For passenger rail, the study put forward a scenario of eight round trips per day from Calgary to Banff in the summer and six in the winter. It calculated costs for both train and bus transit based on adult fares between $10 and $15.

In the 1980s, VIA operated between Calgary and Banff.

Canmore Mayor John Borrowman, while fully supporting the feasibility study for passenger rail, did not sign the letter sent by Rosin. Instead, he wrote a separate letter on behalf of Canmore town council.

He said he felt the general tone of the letter seemed quite strong on the proposed rail service, without reference to similar opportunities that could come with mass bus transit.

“The Town is not yet prepared to commit to rail service over bus transit until there’s a better understanding of environmental and financial impacts of both,” he said in a letter to Rosin.

In another letter to Alberta’s transportation minister, Borrowman listed a series of items that Canmore would like to see included in any feasibility study.

They include indirect capital and operating costs to communities along the route; anticipated impact to greenhouse gas emissions resulting from the rail service and how emissions may be mitigated; the preferred location for train stations, the costs associated with locating and connecting new stations, including land requirements, and the source of funding for the building, maintenance and operation.

In addition, Borrowman wanted research to consider effects to communities with increased passenger and freight rail traffic on a second line in the Canadian Pacific right-of-way. He also wanted consideration for bus service improvements as a bridge to a potential future rail system, among others.

“Given now that there is a rail project proposed, it is important that specific details be studied more closely in order to provide an informed basis for moving forward with rail as the preferred model,” Borrowman said.

Mayor Karen Sorensen signed the letter that Rosin sent to the provincial government this week.

“The Town of Banff continues to fully support Roam transit and the great success we’ve had with bus mass transit – and we want to continue to see that grow,” Sorensen said.

“With that being said, there is a concept out there to bring passenger rail back to Banff from Calgary, and if that is an option that different levels of government are exploring, then I’m happy to see them explore that further and see what it looks like.”

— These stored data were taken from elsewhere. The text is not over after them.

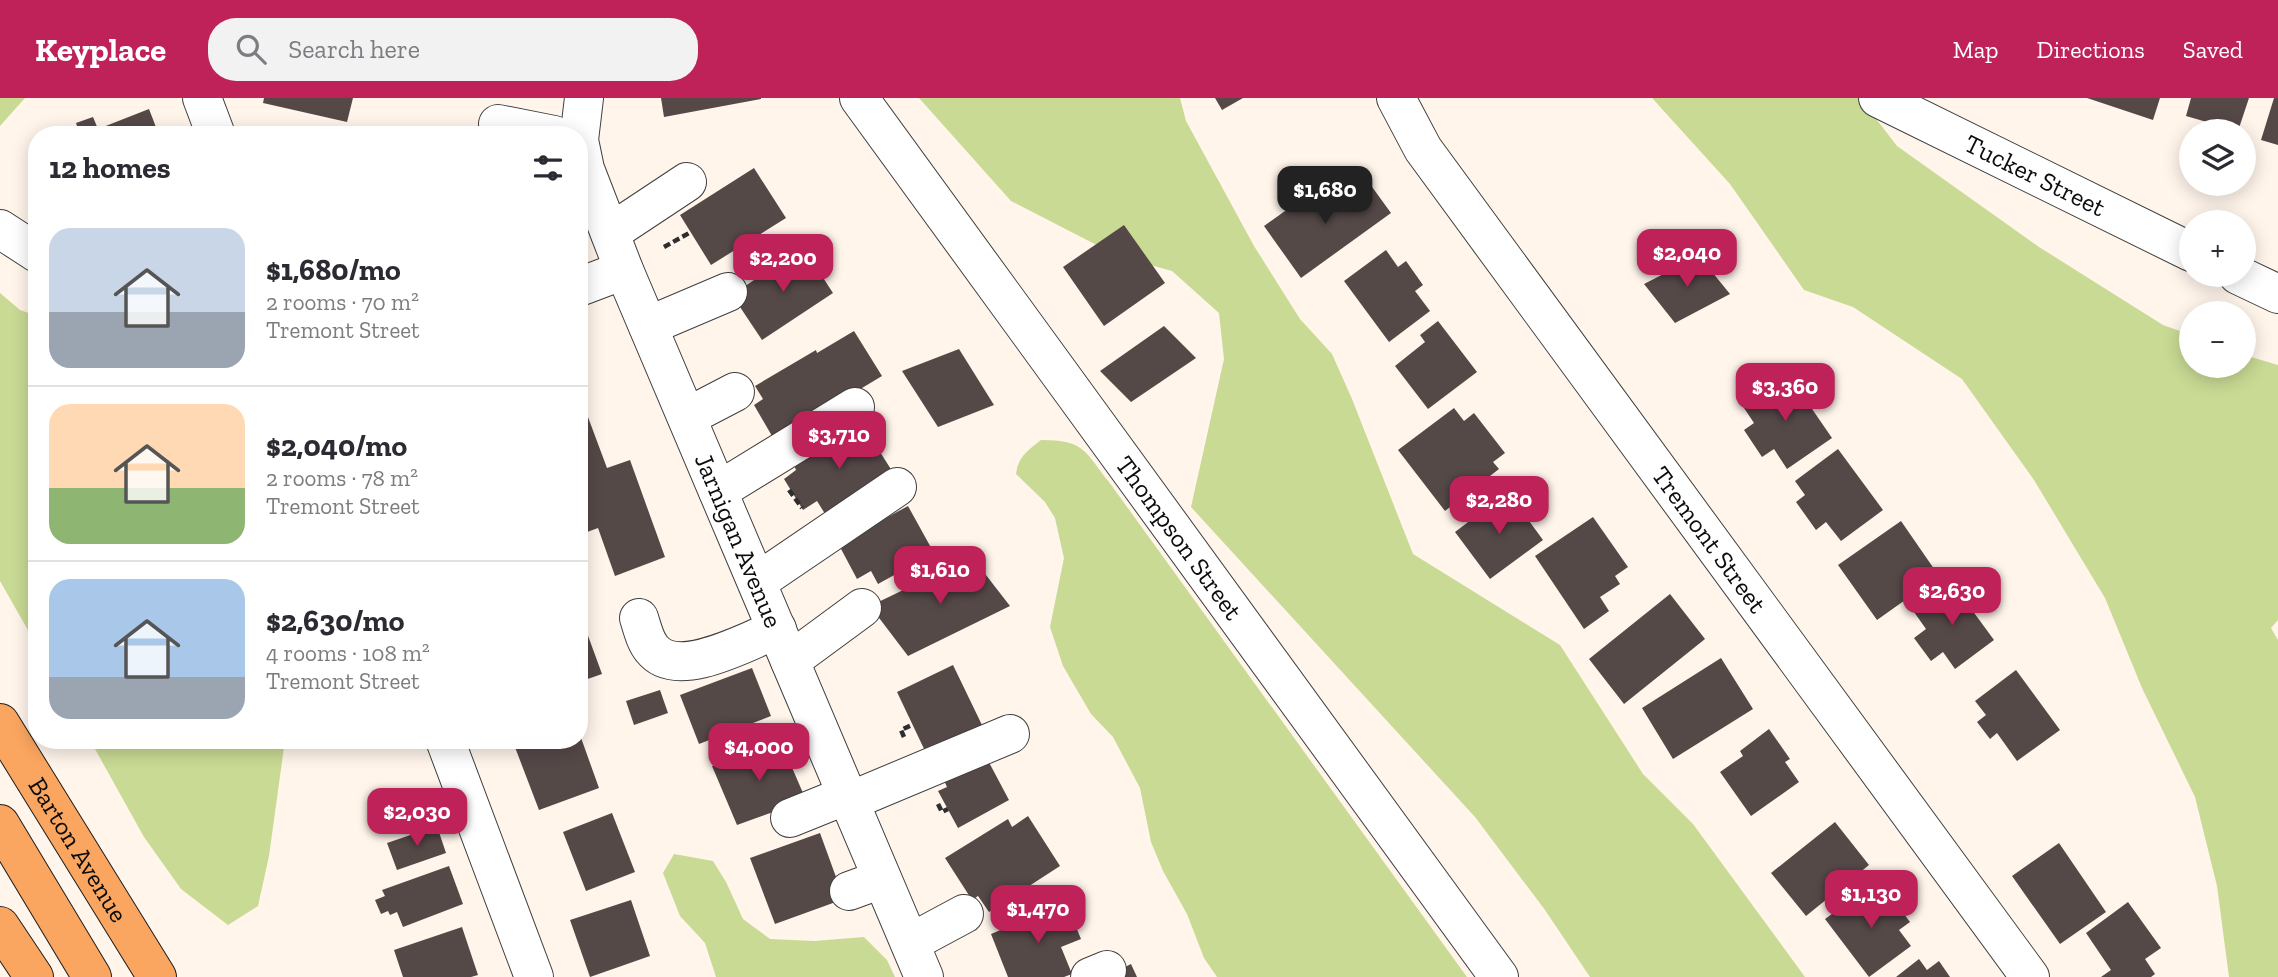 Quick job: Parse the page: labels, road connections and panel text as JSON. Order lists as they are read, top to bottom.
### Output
{
  "streets": {
    "main road": ["Barton Avenue"],
    "street": [
      "Tucker Street",
      "Thompson Street",
      "Tremont Street",
      "Jarnigan Avenue"
    ]
  },
  "page": {
    "header": "Keyplace",
    "search": "Search here",
    "nav": ["Map", "Directions", "Saved"],
    "map_buttons": ["+", "−"],
    "heading": "12 homes",
    "price": [
      "$1,680",
      "$2,040",
      "$2,200",
      "$3,360",
      "$3,710",
      "$2,280",
      "$1,610",
      "$2,630",
      "$4,000",
      "$2,030",
      "$1,130",
      "$1,470"
    ],
    "list": [
      {
        "name": "$1,680/mo",
        "note": "2 rooms · 70 m² · Tremont Street"
      },
      {
        "name": "$2,040/mo",
        "note": "2 rooms · 78 m² · Tremont Street"
      },
      {
        "name": "$2,630/mo",
        "note": "4 rooms · 108 m² · Tremont Street"
      }
    ]
  }
}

Jan and Adam Waterous, who under the umbrella of their personal financial holding company Liricon Capital have been spearheading the return of passenger rail, also signed onto the letter.

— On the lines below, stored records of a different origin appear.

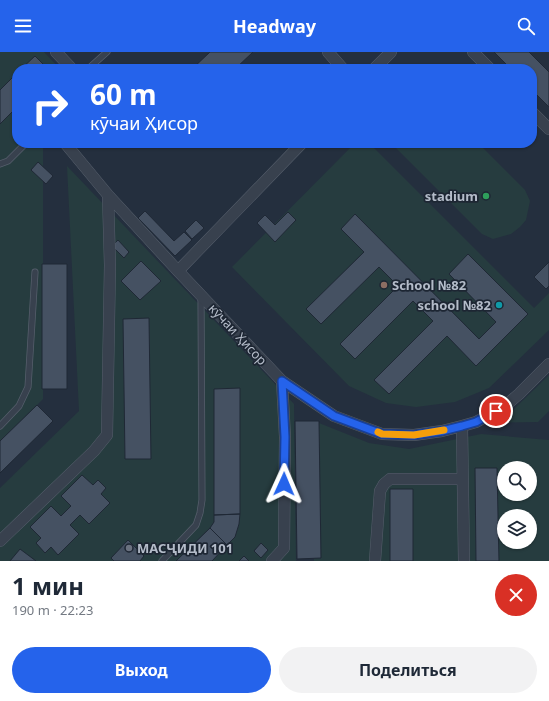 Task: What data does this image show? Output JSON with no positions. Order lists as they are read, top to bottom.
{
  "streets": {
    "street": ["кӯчаи Ҳисор"]
  },
  "places": [
    "stadium",
    "School №82",
    "school №82",
    "МАСҶИДИ 101"
  ],
  "page": {
    "header": "Headway",
    "turn": ["60 m", "кӯчаи Ҳисор"],
    "heading": ["1 мин", "190 m · 22:23"],
    "buttons": ["Выход", "Поделиться"]
  }
}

"Liricon continues to believe that the re-introduction of passenger rail will be integral to creating the green transit laboratory that we envision at the Banff Train Station," said Jan.

"Passenger rail, along with intercept parking and aerial transit to Norquay, will collectively help to pedestrianization Banff National Park and support the long-term ecological integrity of the region."

Meanwhile, an earlier study commissioned by Calgary Economic Development referenced on Rosin’s letter suggested that 84 per cent of people landing at Calgary airport with plans to travel to the mountains head directly to Banff, bypassing Calgary and surrounding communities.

That same study indicated that if there was a passenger railway line departing from the airport with a stop in downtown Calgary prior to heading to the Rockies, it could bring as much as $1 billion of economic impact to the city every year.

According to the letter sent to Alberta Transportation, that number doesn’t include the potential additional economic impact for the other communities of Banff, Canmore, Cochrane and Morley along the line.

“We are optimistic that this project could serve as a means to not only sustainability grow our tourism industry in Alberta, but also increase job opportunities, labour accessibility and mobility go Albertans along this route,” it stated.

Alberta Transportation did not respond to the Outlook’s request for comment.